Bu yazı "Kaktüsler Susuz da Yaşar, Kadınlar Mamak Cezaevi'ni Anlatıyor" adlı kitaptan alınmıştır.
Demirel'e oy veren bir ailedendim. Mamak'ta 15 ay askerlik yaptım. İlk iki ay subaylar bizi çok korkuttular. Tutuklulara yaklaşamıyorduk. "Onlarla göz göze gelmeyeceksiniz, konuşmayacaksınız ve onları 'lan' diye çağıracaksınız" diyorlardı. Bu iki aydan sonra insanlık dışı baskılara karşı kızların direnişlerine tanık oldum ve etkilendim. Kimi erkekler bile beş altı copla bas bas bağırıyordu ama kızlara kırk elli cop vuruluyordu, sesleri çıkmıyordu.
Her tabutluk nöbetine girdiğimde 20 paket kağıt mendil 20 paket de Birinci sigarası üzerimde olurdu. Yanımdaki askerler görmesin diye onları avucumun içinde gizleyerek hücrelerin üstte bulunan deliğinden tek tek içeri atardım. Aynısını koğuş önü nöbetlerimde de yapardım. Bunları yoksul ailemin bana gönderdiği cep harçlığımdan karşılıyordum. Çünkü kızlara güvendiğim kadar asker arkadaşlara güvenmiyordum. Bu nedenle de hiç asker arkadaşım olmadı. O dönemde Mamak'taki askerlerin geneli cahil köylü çocuklarından oluşuyordu ve subayların dolduruşuna geliyorlardı.

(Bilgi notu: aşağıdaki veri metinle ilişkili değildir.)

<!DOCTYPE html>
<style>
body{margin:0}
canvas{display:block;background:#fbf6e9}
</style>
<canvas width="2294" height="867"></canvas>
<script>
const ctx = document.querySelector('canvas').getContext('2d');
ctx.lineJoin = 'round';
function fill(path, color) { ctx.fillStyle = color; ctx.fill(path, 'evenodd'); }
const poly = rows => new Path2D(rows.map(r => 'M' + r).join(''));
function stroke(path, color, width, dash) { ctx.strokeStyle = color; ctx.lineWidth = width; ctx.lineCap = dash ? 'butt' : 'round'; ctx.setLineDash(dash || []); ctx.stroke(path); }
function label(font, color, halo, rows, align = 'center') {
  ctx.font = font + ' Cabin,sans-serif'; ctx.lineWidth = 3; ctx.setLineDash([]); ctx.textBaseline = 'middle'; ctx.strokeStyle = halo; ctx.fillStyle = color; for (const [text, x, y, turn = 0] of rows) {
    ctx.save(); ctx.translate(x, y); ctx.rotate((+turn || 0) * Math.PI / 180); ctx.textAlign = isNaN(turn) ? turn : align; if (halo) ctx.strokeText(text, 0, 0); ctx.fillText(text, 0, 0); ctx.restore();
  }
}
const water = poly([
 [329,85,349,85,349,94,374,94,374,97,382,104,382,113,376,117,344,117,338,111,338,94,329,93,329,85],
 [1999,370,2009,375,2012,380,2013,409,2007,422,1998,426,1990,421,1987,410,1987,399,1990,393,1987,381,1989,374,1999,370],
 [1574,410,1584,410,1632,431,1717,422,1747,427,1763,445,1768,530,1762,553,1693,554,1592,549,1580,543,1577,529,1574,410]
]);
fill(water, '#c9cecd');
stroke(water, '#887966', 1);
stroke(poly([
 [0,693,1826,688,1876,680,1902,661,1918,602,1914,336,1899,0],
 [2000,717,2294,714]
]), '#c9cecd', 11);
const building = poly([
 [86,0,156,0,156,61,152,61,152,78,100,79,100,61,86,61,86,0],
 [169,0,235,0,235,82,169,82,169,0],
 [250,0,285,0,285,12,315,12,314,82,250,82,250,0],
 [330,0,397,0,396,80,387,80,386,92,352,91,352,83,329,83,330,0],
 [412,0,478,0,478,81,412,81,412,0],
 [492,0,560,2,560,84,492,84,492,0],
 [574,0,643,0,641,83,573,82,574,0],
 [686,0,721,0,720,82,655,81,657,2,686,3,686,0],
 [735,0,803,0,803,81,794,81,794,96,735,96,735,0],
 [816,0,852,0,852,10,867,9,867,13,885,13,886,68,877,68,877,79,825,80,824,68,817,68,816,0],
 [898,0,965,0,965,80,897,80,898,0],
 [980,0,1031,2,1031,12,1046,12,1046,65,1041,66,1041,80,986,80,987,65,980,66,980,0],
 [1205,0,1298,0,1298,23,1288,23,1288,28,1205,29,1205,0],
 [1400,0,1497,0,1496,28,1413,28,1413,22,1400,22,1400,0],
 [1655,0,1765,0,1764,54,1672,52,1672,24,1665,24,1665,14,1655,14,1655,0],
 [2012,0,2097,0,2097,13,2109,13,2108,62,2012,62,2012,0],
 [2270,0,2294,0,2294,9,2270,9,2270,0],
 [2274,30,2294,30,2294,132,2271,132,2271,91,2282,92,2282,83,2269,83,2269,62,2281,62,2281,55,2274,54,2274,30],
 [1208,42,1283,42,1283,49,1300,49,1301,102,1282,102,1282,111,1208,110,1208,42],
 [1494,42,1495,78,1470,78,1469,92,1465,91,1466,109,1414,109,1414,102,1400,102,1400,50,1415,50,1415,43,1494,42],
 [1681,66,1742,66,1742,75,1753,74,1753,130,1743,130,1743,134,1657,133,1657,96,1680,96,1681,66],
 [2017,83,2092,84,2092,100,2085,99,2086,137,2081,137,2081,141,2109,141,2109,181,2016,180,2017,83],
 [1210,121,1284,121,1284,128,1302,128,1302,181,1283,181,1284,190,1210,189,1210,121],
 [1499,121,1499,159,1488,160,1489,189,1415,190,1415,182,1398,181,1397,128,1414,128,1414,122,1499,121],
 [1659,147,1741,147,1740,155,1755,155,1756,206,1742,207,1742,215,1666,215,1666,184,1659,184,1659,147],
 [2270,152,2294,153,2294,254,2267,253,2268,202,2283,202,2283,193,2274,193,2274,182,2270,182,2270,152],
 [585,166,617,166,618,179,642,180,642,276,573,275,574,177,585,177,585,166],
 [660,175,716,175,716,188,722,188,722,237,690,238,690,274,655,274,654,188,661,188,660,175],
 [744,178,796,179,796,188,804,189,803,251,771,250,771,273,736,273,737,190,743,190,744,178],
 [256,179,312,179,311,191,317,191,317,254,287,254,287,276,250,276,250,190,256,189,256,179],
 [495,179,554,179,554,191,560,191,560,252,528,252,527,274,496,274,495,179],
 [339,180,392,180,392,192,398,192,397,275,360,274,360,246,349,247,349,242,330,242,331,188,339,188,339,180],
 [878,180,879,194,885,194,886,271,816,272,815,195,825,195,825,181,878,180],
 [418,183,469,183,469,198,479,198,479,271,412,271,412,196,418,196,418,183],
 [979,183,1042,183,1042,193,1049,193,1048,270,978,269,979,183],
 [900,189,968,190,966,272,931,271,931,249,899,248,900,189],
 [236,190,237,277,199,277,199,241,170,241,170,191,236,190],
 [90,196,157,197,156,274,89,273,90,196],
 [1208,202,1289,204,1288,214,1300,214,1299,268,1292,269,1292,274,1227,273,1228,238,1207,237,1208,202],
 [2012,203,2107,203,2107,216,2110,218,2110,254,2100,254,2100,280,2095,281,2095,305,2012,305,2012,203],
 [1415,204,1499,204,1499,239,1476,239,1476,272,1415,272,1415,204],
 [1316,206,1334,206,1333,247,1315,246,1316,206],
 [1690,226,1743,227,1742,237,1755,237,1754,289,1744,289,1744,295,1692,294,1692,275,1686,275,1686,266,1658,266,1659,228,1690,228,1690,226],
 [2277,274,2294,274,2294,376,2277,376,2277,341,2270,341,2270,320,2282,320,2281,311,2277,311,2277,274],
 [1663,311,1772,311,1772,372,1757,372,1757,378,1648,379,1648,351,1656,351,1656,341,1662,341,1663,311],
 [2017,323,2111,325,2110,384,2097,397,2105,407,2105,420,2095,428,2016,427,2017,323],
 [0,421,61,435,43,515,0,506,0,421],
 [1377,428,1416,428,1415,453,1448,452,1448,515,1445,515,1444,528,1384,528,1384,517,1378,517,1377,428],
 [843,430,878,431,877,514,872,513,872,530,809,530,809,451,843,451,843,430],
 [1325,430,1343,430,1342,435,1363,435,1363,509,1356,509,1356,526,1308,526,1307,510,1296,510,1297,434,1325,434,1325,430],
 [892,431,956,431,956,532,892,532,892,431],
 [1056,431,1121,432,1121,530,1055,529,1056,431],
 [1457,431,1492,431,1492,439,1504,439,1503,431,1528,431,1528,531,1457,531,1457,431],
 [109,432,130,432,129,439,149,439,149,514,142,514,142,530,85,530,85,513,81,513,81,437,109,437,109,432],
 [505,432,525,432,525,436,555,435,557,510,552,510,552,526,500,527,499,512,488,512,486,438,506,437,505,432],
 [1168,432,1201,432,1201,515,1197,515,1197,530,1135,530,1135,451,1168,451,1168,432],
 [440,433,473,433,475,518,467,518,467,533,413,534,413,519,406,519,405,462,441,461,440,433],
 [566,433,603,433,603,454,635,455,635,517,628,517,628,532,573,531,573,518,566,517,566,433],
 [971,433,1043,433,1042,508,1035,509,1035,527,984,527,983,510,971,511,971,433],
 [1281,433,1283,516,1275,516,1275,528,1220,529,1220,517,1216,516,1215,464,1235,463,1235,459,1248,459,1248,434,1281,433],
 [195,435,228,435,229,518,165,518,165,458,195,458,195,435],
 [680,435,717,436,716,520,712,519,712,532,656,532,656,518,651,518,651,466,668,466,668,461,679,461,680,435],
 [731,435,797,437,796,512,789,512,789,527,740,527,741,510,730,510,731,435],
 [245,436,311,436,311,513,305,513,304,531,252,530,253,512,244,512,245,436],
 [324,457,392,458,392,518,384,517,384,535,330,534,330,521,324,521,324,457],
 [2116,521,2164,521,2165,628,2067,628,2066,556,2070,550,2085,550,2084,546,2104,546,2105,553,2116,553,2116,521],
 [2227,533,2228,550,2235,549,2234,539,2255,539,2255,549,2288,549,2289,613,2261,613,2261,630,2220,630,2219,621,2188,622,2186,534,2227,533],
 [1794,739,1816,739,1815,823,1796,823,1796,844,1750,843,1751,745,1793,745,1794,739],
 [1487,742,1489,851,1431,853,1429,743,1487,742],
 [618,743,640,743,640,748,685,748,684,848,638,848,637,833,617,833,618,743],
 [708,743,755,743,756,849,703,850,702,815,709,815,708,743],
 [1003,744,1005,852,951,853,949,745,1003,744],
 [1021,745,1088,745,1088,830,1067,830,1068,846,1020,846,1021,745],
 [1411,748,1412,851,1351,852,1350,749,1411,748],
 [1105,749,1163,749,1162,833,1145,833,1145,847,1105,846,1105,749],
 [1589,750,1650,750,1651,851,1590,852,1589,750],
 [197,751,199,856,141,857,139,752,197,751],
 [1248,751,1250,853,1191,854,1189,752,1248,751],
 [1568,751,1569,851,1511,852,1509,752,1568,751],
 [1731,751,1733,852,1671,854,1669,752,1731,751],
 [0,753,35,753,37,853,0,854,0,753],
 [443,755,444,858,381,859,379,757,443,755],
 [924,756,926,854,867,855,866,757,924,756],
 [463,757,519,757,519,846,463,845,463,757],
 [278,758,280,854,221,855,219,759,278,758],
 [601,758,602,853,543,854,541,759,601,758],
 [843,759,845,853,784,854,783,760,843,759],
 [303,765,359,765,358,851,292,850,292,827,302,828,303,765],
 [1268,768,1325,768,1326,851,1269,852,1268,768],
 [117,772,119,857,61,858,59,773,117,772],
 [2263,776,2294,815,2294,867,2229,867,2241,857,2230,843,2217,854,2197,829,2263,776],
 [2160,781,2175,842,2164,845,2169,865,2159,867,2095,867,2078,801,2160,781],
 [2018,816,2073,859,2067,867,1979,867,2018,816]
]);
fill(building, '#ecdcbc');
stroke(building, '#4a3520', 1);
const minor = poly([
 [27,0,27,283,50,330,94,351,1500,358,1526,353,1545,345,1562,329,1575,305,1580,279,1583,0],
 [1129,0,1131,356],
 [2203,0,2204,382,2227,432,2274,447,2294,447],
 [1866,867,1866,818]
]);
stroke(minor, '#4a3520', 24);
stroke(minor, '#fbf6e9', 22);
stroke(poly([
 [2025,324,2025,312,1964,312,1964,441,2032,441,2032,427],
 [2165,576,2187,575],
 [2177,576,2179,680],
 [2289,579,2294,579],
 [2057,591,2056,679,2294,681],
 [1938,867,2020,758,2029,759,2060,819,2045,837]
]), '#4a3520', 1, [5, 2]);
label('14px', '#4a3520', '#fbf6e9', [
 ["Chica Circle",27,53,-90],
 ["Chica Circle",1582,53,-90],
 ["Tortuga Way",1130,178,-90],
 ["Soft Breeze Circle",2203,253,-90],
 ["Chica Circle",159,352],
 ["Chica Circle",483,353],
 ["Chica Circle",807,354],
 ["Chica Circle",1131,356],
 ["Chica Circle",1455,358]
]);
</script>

O günlerden anımsadığım çok şey var ama birkaçından bahsedeyim. Bir gün 8-10 kız mahkemeden gelmiş, kafesin önünde kelepçelerinin açılmasını bekliyorlar. Pörtlek yüzbaşı, fırsat bu ya, kızın birinin sözde kelepçesini açmaya çalışırken bu işi uzatıp, kızın elini okşuyordu. Bunu görünce koşarak gidip elimdeki anahtarla çarçabuk kelepçeyi açtım. Bana ters ters bakmıştı.
Bir gün de tabutluklardayım. Askerden izne gidecektim. Kızlara veda etmek istedim. Kızların kendi aralarında İngilizce konuştuklarını duydum ama anlamadım. Sonra Gülgün, elindeki 35 lirayı bana uzattı ve "Aramızda topladık. Bunu izinde harçlık yaparsın" dedi. Çok bozulmuştum. "Bir daha böyle bir şeye kalkışırsanız ne yanınıza uğrarım ne de sizinle konuşurum" dedim ve parayı almadım.
Yine bir gün tabutluklarda kızlar "Ya bize yardım ederken yakalanırsan, başına ne gelir, ne yaparsın" diye sordular. Ben de onlara "19 no'lu hücre boş, oraya da ben gelirim" dedim.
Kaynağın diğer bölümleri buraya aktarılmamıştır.